§ **About this exercise**
Return all entries word for word, but drop any images.

═══ Provided information

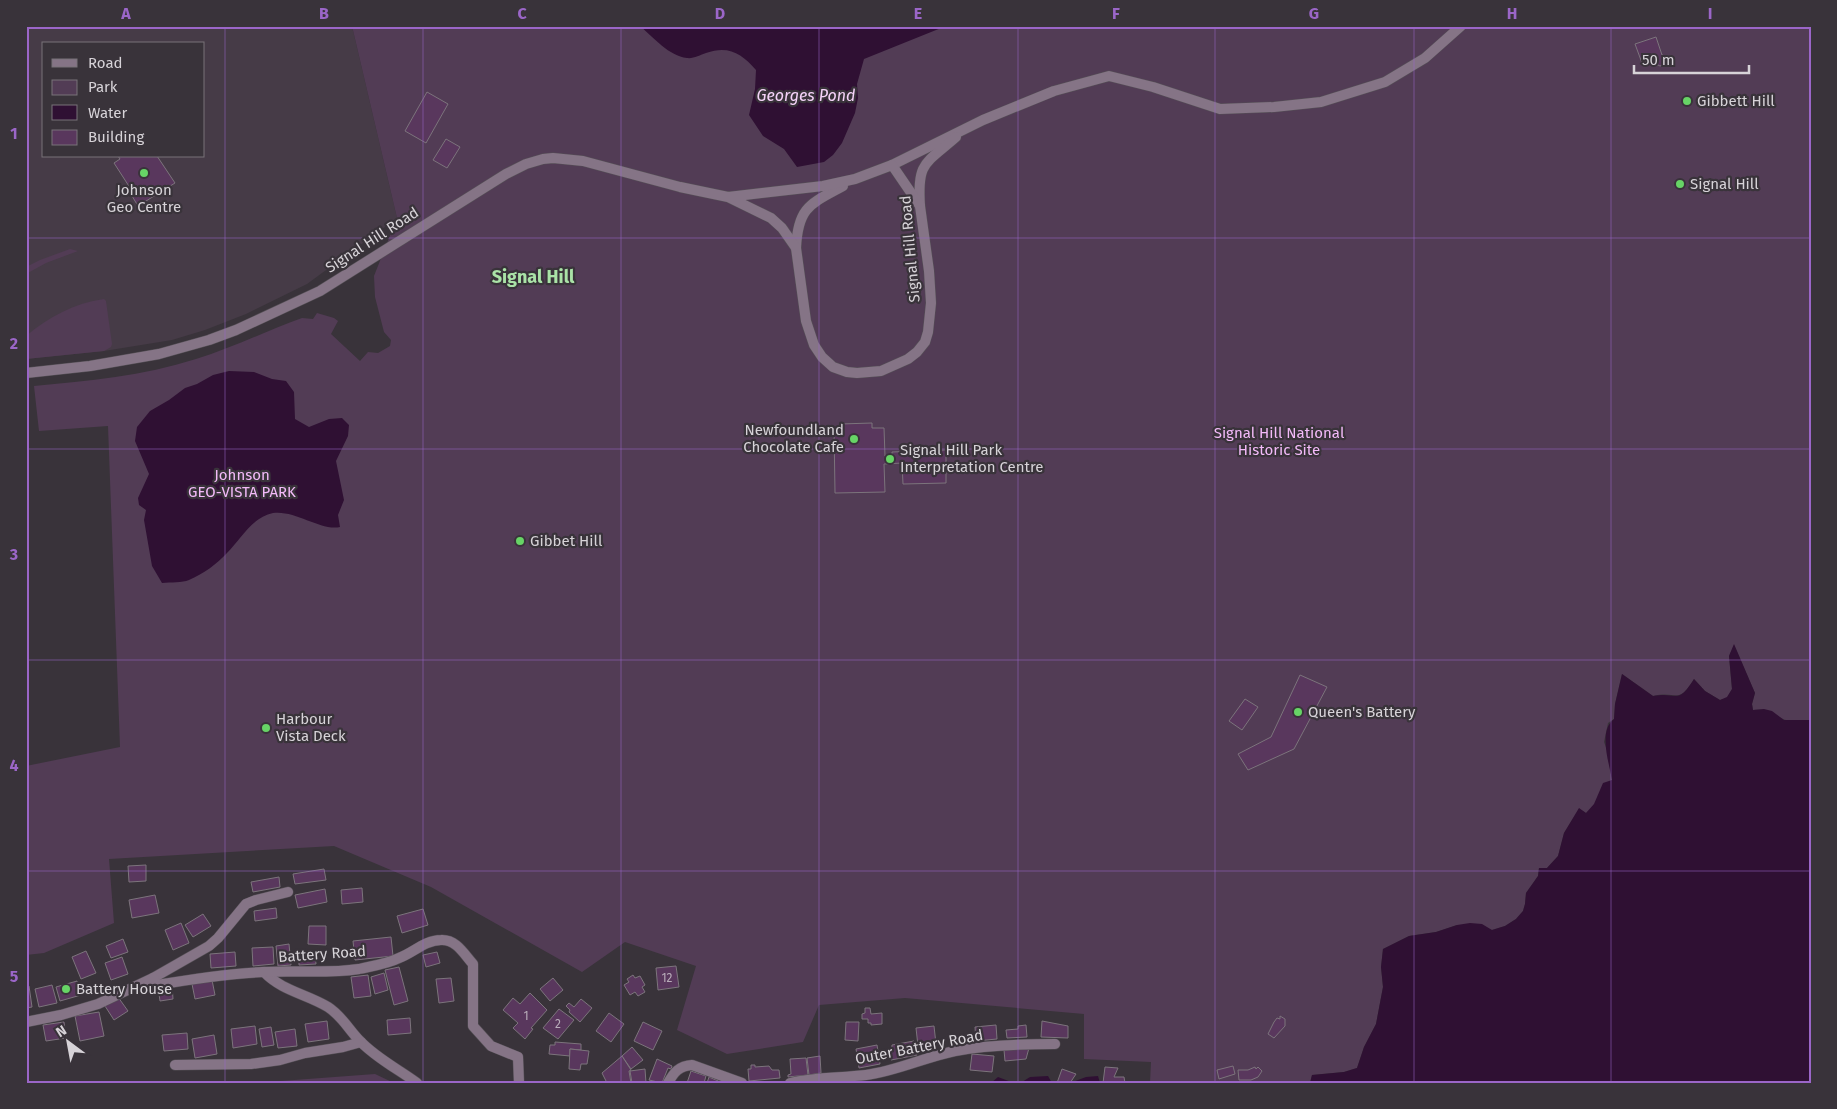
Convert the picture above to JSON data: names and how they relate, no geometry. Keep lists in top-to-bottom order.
{
  "streets": {
    "street": ["Signal Hill Road", "Battery Road", "Outer Battery Road"]
  },
  "districts": ["Signal Hill"],
  "water": ["Georges Pond"],
  "parks": ["Signal Hill National Historic Site", "Johnson GEO-VISTA PARK"],
  "places": [
    "Gibbett Hill",
    "Johnson Geo Centre",
    "Signal Hill",
    "Newfoundland Chocolate Cafe",
    "Signal Hill Park Interpretation Centre",
    "Gibbet Hill",
    "Queen's Battery",
    "Harbour Vista Deck",
    "Battery House"
  ],
  "house_numbers": ["12", "1", "2"],
  "legend": [
    "Road",
    "Park",
    "Water",
    "Building"
  ],
  "scale_bar": "50 m",
  "north": "top left",
  "grid": {
    "columns": [
      "A",
      "B",
      "C",
      "D",
      "E",
      "F",
      "G",
      "H",
      "I"
    ],
    "rows": [
      "1",
      "2",
      "3",
      "4",
      "5"
    ]
  }
}
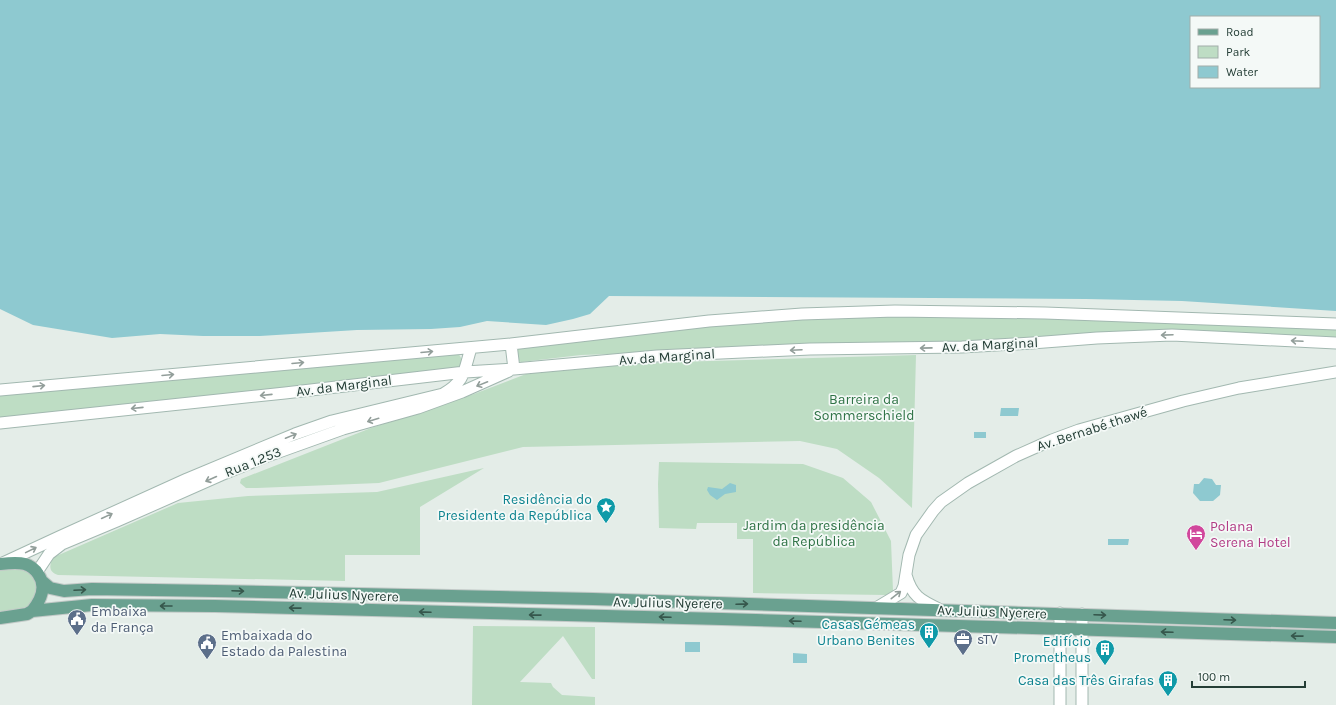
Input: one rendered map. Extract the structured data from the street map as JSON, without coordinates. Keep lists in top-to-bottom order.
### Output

══════

§ **Solution to this exercise**
Convert the picture above to JSON data: names and how they relate, no geometry. Keep lists in top-to-bottom order.
{
  "streets": {
    "street": ["Signal Hill Road", "Battery Road", "Outer Battery Road"]
  },
  "districts": ["Signal Hill"],
  "water": ["Georges Pond"],
  "parks": ["Signal Hill National Historic Site", "Johnson GEO-VISTA PARK"],
  "places": [
    "Gibbett Hill",
    "Johnson Geo Centre",
    "Signal Hill",
    "Newfoundland Chocolate Cafe",
    "Signal Hill Park Interpretation Centre",
    "Gibbet Hill",
    "Queen's Battery",
    "Harbour Vista Deck",
    "Battery House"
  ],
  "house_numbers": ["12", "1", "2"],
  "legend": [
    "Road",
    "Park",
    "Water",
    "Building"
  ],
  "scale_bar": "50 m",
  "north": "top left",
  "grid": {
    "columns": [
      "A",
      "B",
      "C",
      "D",
      "E",
      "F",
      "G",
      "H",
      "I"
    ],
    "rows": [
      "1",
      "2",
      "3",
      "4",
      "5"
    ]
  }
}
Input: one rendered map. Extract the structured data from the street map as JSON, without coordinates. Keep lists in top-to-bottom order.
### Output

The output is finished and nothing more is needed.